Instructions for the task: Copy each line of the records exactly, stopping only after the line that contains "width:19px; height:19px; translate:-50%" has been written, and leave pictures out.
· · · ·
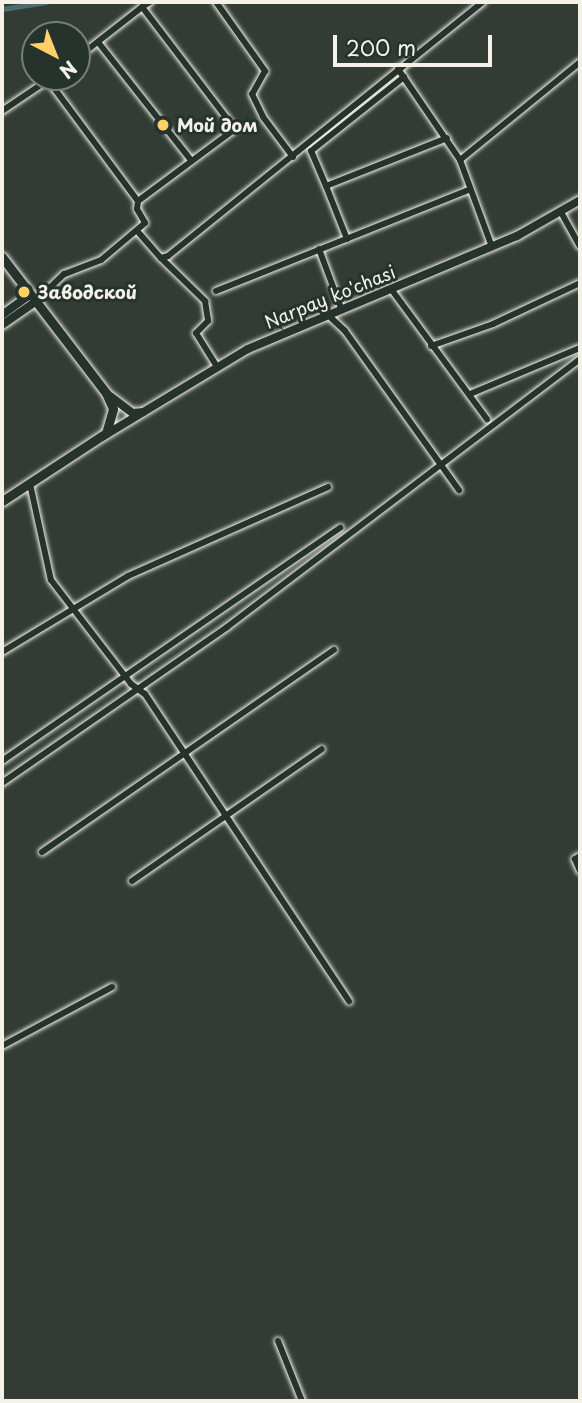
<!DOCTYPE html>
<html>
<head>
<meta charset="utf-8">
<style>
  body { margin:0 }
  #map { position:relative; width:582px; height:1403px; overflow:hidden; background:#323c34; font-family:"Playpen Sans",sans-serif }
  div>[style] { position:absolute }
  .canal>* { height:5px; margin:-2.5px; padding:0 2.5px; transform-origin:2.5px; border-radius:2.5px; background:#4a6e6e }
  .roads { filter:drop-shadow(0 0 2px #f4f1e8) drop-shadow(0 0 2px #f4f1e8) }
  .minor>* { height:6px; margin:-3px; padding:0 3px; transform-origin:3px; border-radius:3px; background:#26332d }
  .tertiary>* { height:8px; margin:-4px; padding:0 4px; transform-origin:4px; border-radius:4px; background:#26332d }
  .secondary>* { height:9px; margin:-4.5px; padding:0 4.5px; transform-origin:4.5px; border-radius:4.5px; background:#26332d }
  .dots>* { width:19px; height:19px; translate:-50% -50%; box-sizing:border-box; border:4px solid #26332d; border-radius:50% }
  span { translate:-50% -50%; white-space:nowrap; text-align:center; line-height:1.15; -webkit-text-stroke:6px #26332d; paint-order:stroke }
  .poi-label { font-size:18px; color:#f4f1e8; font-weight:700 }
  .left { translate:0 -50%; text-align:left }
  .street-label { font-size:18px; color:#f4f1e8 }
  .frame { position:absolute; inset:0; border:4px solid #f4f1e8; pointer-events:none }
  .north { position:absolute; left:21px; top:21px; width:70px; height:70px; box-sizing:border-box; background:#26332d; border:2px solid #787f78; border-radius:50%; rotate:138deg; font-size:19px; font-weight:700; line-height:28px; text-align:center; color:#f4f1e8 }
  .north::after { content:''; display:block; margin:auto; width:24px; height:32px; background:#ffd166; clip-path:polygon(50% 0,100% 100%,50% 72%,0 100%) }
  .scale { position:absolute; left:333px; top:35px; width:159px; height:32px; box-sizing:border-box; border:4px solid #f4f1e8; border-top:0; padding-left:9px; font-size:21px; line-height:24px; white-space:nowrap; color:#f4f1e8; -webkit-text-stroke:5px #26332d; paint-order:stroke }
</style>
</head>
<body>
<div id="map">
  <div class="canal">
    <i style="left:2px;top:9px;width:45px;rotate:-9deg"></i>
  </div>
  <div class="roads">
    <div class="minor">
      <i style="left:216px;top:2px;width:85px;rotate:54.6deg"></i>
      <i style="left:265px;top:71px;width:26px;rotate:119deg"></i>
      <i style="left:252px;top:94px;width:25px;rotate:64deg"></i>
      <i style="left:263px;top:117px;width:50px;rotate:53.1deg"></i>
      <i style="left:98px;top:42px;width:150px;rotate:51.8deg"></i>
      <i style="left:77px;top:58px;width:83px;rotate:-38.1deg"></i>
      <i style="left:398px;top:69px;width:110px;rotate:55.7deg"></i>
      <i style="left:460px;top:160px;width:93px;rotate:69.8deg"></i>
      <i style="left:2px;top:111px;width:55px;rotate:-34deg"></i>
      <i style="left:48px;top:80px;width:151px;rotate:53.4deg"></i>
      <i style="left:138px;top:201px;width:8px;rotate:97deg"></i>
      <i style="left:137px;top:209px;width:16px;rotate:60deg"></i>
      <i style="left:145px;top:223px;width:57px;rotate:139.9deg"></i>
      <i style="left:101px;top:260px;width:40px;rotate:159deg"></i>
      <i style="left:64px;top:274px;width:40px;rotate:136deg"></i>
      <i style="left:460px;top:160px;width:155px;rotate:-39.2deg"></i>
      <i style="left:326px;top:186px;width:38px;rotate:-113deg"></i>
      <i style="left:311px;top:151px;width:119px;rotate:-38.5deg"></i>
      <i style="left:138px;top:201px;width:121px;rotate:-36.6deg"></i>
      <i style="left:235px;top:129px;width:153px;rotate:-127.3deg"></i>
      <i style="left:142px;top:7px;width:9px;rotate:-32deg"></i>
      <i style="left:562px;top:214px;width:37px;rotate:61deg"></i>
      <i style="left:139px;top:233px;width:33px;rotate:49deg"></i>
      <i style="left:161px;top:258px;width:7px;rotate:-16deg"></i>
      <i style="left:168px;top:256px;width:405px;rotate:-38.9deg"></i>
      <i style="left:347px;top:239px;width:57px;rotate:-111.6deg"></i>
      <i style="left:326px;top:186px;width:130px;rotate:-21.6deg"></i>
      <i style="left:319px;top:249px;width:63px;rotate:69.6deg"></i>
      <i style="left:161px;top:258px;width:62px;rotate:44.3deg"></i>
      <i style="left:205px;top:301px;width:20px;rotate:81deg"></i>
      <i style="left:208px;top:321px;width:17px;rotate:135deg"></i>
      <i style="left:196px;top:333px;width:39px;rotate:58deg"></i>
      <i style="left:391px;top:289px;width:162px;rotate:53.6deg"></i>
      <i style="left:216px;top:291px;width:272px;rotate:-21.8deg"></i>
      <i style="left:328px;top:315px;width:23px;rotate:43deg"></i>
      <i style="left:345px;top:331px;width:196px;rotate:54.4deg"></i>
      <i style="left:431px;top:346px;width:66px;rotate:-19.5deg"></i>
      <i style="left:493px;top:324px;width:96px;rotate:-25.2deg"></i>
      <i style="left:470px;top:394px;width:119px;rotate:-22.7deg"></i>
      <i style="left:30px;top:484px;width:98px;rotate:77.7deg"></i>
      <i style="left:51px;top:580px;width:131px;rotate:52.4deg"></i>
      <i style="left:131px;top:684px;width:17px;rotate:36deg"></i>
      <i style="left:145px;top:694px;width:369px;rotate:56.4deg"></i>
      <i style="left:2px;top:652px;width:147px;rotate:-31.1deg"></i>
      <i style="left:128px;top:576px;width:219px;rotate:-24deg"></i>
      <i style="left:2px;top:761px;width:411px;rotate:-34.6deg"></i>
      <i style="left:2px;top:783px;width:274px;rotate:-34.7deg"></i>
      <i style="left:227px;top:627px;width:443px;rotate:-37.2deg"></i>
      <i style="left:42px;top:852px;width:355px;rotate:-34.7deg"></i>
      <i style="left:580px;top:856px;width:6px;rotate:149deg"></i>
      <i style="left:575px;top:859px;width:13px;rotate:67deg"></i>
      <i style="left:132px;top:881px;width:231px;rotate:-34.8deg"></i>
      <i style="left:2px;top:1046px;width:125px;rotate:-28.2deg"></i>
      <i style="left:278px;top:1341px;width:65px;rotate:68.2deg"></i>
    </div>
    <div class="tertiary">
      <i style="left:2px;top:315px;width:34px;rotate:-36deg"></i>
      <i style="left:2px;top:325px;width:40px;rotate:-34.9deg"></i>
      <i style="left:106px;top:393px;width:34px;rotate:37deg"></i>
      <i style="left:133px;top:413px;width:10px;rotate:-6deg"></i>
      <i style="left:102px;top:437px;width:170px;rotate:-31.1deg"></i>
      <i style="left:248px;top:349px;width:292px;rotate:-22.8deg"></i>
      <i style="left:517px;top:236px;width:73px;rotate:-29.7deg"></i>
    </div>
    <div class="secondary">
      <i style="left:2px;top:257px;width:171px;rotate:52.6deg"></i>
      <i style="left:106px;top:393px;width:17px;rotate:66deg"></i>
      <i style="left:113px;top:409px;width:25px;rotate:106deg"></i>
      <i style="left:106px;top:433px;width:124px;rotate:146.8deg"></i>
    </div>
  </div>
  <div class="dots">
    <i style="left:163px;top:125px;background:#ffd166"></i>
    <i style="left:24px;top:292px;background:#ffd166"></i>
  </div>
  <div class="poi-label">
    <span class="left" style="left:177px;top:125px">Мой дом</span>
    <span class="left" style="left:38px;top:292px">Заводской</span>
  </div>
  <div class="street-label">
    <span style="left:330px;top:297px;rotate:-22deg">Narpay ko'chasi</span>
  </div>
  <div class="frame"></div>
  <div class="north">N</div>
  <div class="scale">200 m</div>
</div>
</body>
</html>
· · · ·
Exercise answer:
<!DOCTYPE html>
<html>
<head>
<meta charset="utf-8">
<style>
  body { margin:0 }
  #map { position:relative; width:582px; height:1403px; overflow:hidden; background:#323c34; font-family:"Playpen Sans",sans-serif }
  div>[style] { position:absolute }
  .canal>* { height:5px; margin:-2.5px; padding:0 2.5px; transform-origin:2.5px; border-radius:2.5px; background:#4a6e6e }
  .roads { filter:drop-shadow(0 0 2px #f4f1e8) drop-shadow(0 0 2px #f4f1e8) }
  .minor>* { height:6px; margin:-3px; padding:0 3px; transform-origin:3px; border-radius:3px; background:#26332d }
  .tertiary>* { height:8px; margin:-4px; padding:0 4px; transform-origin:4px; border-radius:4px; background:#26332d }
  .secondary>* { height:9px; margin:-4.5px; padding:0 4.5px; transform-origin:4.5px; border-radius:4.5px; background:#26332d }
  .dots>* { width:19px; height:19px; translate:-50% -50%; box-sizing:border-box; border:4px solid #26332d; border-radius:50% }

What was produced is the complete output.